Research on the Bearing Capacity and Sustainable Construction of a Vacuum Drainage Pipe Pile
The vacuum drainage pipe (VDP) pile is a new type of pipe pile on which the current research is mainly focused on laboratory tests. There is little research on bearing characteristics and carbon emissions in practical engineering. To further explore the bearing capacity and sustainable construction of vacuum drainage pipe piles, static load tests were conducted to investigate the single-pile bearing capacity of ordinary pipe piles and vacuum drainage pipe piles, as well as soil settlement monitoring around the piles. Then, the Q-S curves of the two piles, the pile-side friction resistance under different pile top loads, and the development law of pile end resistance were compared and analyzed. Finally, based on the guidelines of the IPCC, the energy-saving and emission-reduction effects of VDP piles in practical engineering were estimated.
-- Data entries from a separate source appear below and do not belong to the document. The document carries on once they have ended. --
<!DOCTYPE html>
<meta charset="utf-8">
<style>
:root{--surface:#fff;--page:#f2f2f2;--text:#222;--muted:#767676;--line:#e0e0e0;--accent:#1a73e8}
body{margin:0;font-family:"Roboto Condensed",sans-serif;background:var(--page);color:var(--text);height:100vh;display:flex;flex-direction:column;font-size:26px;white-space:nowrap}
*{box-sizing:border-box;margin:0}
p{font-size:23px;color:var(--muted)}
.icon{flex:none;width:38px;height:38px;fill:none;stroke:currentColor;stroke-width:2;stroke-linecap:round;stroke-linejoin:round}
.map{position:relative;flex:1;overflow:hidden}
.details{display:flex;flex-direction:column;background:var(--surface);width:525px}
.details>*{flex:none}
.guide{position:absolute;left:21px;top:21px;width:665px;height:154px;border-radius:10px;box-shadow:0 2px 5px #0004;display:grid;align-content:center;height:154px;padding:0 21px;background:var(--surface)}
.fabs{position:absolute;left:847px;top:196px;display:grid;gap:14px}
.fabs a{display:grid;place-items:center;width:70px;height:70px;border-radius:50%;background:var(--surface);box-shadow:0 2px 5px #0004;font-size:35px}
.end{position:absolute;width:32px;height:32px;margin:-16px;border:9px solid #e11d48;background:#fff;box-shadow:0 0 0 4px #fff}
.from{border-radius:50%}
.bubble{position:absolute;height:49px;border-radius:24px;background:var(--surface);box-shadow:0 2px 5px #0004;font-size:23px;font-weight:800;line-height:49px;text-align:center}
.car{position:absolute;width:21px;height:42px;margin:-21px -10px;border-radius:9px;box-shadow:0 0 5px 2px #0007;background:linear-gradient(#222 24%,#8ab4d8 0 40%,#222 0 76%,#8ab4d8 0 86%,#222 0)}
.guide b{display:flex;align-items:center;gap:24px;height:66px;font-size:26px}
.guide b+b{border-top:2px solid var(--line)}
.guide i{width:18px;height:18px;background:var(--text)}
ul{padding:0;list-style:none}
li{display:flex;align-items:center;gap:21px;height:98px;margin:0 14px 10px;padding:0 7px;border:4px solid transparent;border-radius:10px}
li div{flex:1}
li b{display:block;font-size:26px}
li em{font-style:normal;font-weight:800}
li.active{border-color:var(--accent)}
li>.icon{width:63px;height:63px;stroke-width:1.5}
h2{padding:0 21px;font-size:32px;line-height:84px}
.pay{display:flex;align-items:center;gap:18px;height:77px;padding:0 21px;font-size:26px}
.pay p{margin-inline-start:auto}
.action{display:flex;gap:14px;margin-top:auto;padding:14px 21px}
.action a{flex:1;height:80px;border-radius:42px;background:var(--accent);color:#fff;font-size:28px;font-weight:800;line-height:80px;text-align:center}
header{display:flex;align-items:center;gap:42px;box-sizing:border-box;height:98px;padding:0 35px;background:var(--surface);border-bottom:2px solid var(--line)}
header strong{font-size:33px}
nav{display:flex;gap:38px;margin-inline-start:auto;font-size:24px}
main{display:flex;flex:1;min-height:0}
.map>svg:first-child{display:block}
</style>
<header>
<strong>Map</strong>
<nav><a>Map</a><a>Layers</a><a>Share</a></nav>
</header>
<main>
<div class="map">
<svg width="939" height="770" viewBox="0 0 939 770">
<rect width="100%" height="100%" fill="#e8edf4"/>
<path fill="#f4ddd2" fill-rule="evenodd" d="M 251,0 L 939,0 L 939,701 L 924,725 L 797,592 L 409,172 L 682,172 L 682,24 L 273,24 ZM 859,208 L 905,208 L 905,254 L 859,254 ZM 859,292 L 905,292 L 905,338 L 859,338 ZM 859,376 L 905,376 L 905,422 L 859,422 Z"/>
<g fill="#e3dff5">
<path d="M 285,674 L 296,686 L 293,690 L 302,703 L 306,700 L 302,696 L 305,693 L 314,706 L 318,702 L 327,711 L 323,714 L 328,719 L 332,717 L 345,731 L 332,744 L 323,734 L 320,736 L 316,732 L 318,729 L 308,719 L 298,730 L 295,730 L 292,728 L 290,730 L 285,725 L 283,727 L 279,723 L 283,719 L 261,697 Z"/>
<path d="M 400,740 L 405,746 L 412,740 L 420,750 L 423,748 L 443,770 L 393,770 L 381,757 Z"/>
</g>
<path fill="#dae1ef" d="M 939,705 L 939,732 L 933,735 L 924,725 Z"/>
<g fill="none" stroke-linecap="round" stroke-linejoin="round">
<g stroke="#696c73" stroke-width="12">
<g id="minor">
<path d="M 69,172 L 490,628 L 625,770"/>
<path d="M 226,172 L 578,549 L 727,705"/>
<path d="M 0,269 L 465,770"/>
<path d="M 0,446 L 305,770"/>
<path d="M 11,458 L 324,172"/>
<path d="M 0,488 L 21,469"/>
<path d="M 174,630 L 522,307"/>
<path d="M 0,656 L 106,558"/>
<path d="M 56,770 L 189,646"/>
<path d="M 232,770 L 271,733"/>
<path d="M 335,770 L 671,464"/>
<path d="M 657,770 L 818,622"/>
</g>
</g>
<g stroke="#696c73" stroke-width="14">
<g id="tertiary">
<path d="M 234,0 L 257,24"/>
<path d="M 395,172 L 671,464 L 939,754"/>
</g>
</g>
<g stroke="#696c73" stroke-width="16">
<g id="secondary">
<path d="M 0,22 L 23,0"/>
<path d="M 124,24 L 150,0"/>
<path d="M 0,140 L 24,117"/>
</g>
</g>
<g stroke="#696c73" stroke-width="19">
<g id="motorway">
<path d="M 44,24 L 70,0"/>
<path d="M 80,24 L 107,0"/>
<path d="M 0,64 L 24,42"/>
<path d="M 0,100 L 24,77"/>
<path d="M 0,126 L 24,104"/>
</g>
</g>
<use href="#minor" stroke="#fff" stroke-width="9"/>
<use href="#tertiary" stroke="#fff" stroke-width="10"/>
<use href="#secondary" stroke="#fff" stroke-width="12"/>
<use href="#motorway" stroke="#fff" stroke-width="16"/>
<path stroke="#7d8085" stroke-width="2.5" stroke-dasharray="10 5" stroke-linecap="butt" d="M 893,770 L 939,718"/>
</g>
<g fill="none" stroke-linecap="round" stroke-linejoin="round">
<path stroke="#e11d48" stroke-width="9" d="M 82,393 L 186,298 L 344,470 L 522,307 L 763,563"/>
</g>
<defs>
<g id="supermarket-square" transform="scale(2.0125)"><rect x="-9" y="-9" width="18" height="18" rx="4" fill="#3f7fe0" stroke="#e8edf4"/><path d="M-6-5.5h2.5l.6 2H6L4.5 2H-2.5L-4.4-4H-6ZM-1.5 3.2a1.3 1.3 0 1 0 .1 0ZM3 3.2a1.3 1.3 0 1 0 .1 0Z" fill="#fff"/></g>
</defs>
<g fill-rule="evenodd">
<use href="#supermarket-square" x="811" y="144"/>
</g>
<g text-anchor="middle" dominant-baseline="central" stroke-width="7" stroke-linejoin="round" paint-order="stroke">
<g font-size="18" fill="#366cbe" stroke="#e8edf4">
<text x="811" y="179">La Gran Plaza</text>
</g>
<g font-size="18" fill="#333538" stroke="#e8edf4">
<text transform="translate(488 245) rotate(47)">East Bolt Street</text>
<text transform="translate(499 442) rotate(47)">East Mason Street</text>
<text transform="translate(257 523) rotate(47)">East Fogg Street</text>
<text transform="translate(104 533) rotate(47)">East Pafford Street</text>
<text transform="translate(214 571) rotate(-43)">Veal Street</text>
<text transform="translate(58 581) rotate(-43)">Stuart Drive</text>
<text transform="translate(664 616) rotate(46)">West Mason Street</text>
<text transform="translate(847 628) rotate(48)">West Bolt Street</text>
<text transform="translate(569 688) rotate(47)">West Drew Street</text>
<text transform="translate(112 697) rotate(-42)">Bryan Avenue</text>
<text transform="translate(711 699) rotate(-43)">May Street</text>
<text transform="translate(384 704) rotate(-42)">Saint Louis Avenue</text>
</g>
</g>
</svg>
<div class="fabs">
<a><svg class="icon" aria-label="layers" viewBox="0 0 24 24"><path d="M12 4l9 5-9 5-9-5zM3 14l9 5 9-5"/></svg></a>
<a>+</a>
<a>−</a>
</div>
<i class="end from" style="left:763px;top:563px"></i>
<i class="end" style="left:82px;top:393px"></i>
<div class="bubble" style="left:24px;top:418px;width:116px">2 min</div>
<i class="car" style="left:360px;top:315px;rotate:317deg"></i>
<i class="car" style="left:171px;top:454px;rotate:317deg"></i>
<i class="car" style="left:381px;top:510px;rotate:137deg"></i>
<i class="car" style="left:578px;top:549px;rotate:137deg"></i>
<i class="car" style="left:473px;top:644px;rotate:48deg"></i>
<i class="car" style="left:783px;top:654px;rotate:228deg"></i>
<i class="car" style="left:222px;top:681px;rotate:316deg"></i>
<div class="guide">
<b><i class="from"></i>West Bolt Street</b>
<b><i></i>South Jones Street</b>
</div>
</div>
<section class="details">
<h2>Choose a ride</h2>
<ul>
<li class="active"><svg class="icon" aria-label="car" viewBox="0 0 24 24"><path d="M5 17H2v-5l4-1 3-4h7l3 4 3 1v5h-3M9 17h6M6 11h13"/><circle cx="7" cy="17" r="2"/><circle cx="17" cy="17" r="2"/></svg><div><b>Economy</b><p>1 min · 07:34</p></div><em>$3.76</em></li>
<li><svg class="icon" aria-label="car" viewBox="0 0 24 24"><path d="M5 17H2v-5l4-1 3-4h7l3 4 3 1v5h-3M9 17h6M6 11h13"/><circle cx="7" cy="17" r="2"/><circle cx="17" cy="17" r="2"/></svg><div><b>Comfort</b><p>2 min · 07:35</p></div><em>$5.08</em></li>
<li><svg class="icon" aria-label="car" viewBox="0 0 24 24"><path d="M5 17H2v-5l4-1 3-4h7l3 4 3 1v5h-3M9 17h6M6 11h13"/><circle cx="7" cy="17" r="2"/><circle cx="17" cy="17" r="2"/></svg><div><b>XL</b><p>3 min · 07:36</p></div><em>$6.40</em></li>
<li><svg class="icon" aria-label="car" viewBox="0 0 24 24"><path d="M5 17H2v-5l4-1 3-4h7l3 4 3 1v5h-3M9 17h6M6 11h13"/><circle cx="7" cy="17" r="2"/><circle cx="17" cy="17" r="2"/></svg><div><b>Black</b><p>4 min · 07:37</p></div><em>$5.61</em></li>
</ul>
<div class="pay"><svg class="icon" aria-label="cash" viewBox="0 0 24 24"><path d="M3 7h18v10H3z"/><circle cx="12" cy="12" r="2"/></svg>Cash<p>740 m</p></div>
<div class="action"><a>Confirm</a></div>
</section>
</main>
The results indicate that, after vacuum consolidation, the VDP pile basically eliminates the phenomenon of soil compaction and does not cause excessive relative displacement of the pile and soil. VDP piles have increased lateral friction resistance, and compared to traditional piles, their ultimate bearing capacity is increased by 17.6%. Compared with traditional methods, the VDP pile method can reduce carbon emissions by 31.4%. This study provides guidance for the production and design of future VDP piles and demonstrates the potential of VDP piles for energy conservation and emission reduction in comparison to traditional methods.